[Stored items]

# # # #

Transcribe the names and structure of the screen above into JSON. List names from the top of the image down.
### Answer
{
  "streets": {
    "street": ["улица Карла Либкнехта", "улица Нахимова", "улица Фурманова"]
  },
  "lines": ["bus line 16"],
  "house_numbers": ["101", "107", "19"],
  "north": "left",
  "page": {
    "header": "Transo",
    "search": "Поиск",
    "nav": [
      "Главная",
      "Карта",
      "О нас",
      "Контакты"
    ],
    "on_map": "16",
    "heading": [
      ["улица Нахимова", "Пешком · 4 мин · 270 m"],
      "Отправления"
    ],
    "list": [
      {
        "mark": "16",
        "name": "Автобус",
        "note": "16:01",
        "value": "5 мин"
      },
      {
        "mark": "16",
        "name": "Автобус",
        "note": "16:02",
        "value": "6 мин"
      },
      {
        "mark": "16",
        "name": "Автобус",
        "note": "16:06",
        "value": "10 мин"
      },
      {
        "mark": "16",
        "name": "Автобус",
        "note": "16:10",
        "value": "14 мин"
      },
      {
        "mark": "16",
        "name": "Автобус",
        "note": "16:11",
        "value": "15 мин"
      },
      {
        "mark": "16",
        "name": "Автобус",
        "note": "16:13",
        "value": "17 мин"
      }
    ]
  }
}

# # # #

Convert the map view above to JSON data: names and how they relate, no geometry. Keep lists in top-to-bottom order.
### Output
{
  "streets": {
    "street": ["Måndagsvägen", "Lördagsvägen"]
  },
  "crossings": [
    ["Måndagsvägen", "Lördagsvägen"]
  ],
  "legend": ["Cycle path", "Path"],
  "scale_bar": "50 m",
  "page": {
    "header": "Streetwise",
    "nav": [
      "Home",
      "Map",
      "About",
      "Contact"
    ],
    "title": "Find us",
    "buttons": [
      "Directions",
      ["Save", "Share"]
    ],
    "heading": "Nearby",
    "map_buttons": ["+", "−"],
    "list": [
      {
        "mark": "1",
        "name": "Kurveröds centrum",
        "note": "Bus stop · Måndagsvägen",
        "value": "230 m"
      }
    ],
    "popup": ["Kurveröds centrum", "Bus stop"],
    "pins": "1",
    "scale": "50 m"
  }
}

# # # #

For each line of the entries that includes "JSON", show that line.

Transcribe the names and structure of the screen above into JSON. List names from the top of the image down.
Convert the map view above to JSON data: names and how they relate, no geometry. Keep lists in top-to-bottom order.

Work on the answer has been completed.